Republican senator Orrin Hatch dies at 88
WASHINGTON (Reuters) – Orrin Hatch, the gentlemanly, long-serving Republican US senator from Utah who championed deep tax cuts, an anti-terrorism law and a children’s health program while fighting for conservative judicial nominees, died on Saturday at age 88.
His death was announced by the nonprofit Orrin G. Hatch Foundation, which said he died surrounded by family in Salt Lake City.
Outpourings from fellow lawmakers, some of whom had known Hatch for decades, started flooding the Internet late on Saturday as word of his death spread.
“This breaks my heart,” Utah Gov. Spencer Cox wrote on Twitter. “Utah mourns with the Hatch family.”
Longtime friend and fellow Senator Jim Inhofe, a Republican from Oklahoma, said on Twitter, “Orrin was the one who I would go to for wisdom, and we had the same love for Jesus and everything we hold dear.”
Utah Sen. Mike Lee posted that Hatch was a “friend, a mentor and an example” for him in his career. “His name and memory will forever be enshrined in the history of the US Senate and the State of Utah,” Lee wrote.
An enduring conservative
voice in Congress, Hatch held a seat in the Senate from 1977 to 2019 and served under eight presidents, starting in the waning days of Gerald Ford’s term and ending with Donald Trump’s first two years in office. He served in the Senate longer than any other Republican, ever.
Trump awarded him the Medal of Freedom, the highest US civilian honor, in 2018.
Hatch fiercely advocated for conservative Supreme Court nominees including Robert Bork, nominated in 1987 by Ronald Reagan but rejected by the Senate; as well as Clarence Thomas, nominated in 1991 by Republican George W. Bush and narrowly confirmed by the Senate; and Brett Kavanaugh,
nominated by Republican Trump and also narrowly confirmed by the Senate in 2018.
Hatch, a lay minister in the Church of Jesus Christ of Latter-Day Saints, a champion of religious liberty and an opponent of abortion rights, represented the state that is home to the Mormon Church and was one of the foremost Mormons in public life in American history.

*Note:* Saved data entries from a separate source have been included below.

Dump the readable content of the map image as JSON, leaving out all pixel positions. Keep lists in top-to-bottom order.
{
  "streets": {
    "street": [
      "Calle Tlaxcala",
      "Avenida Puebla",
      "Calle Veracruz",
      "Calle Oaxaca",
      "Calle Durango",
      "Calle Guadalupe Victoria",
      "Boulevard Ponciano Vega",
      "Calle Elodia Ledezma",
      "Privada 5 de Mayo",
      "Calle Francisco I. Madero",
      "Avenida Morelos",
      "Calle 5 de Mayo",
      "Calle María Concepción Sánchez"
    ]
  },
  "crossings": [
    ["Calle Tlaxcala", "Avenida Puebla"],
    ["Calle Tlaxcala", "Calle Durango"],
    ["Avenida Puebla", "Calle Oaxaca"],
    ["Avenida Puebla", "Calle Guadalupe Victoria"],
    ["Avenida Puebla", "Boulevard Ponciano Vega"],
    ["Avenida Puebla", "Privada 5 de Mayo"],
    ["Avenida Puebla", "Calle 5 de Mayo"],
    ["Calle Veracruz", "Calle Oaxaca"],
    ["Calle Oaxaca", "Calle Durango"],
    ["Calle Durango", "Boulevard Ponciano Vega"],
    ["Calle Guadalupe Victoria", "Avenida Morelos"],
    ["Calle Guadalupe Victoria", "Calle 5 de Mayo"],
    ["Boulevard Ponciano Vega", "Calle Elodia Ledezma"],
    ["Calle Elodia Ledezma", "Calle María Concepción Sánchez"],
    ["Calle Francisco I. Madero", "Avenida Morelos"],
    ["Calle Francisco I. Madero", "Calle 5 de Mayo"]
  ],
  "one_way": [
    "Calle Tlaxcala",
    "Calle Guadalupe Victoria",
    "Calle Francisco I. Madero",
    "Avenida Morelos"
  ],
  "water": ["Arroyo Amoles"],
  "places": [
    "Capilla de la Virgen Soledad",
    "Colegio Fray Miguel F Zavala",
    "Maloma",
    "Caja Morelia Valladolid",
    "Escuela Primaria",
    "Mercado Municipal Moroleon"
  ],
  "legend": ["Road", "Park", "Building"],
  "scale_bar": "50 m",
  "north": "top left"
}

He was elected to seven six-year terms as Utah’s longest-serving senator. His first election victory was boosted by an endorsement from future president Reagan. Hatch ran for his party’s 2000 presidential nomination but dropped out early in the race.
He was known for a courteous demeanor and liked writing poetry and songs, but showed flashes of temper. He held powerful posts including chairman of the influential Senate Judiciary and Finance Committees.
Hatch was one the architects of the Patriot Act, passed in the aftermath of the September 11, 2001, attacks on the United States. The law expanded the government’s ability to track potential terrorists by, among other steps, expanding its surveillance powers but its critics called it an infringement on individual liberties. Hatch called it constitutional, legal and effective.
Hatch was born in Pennsylvania on March 22, 1934, and grew up in a poor family in Pittsburgh during the Great Depression. He practiced law after college and was a complete unknown when he decided to run for the Senate in Utah in 1976.
He vaulted out of obscurity when Reagan, a champion of the conservative movement, endorsed him before the Republican primary. Hatch then upset three-term incumbent Democratic Sen. Frank Moss in the general election. That election was a harbinger of the conservative ascent nationally in 1980 and the decline of the Democratic Party in many Western states.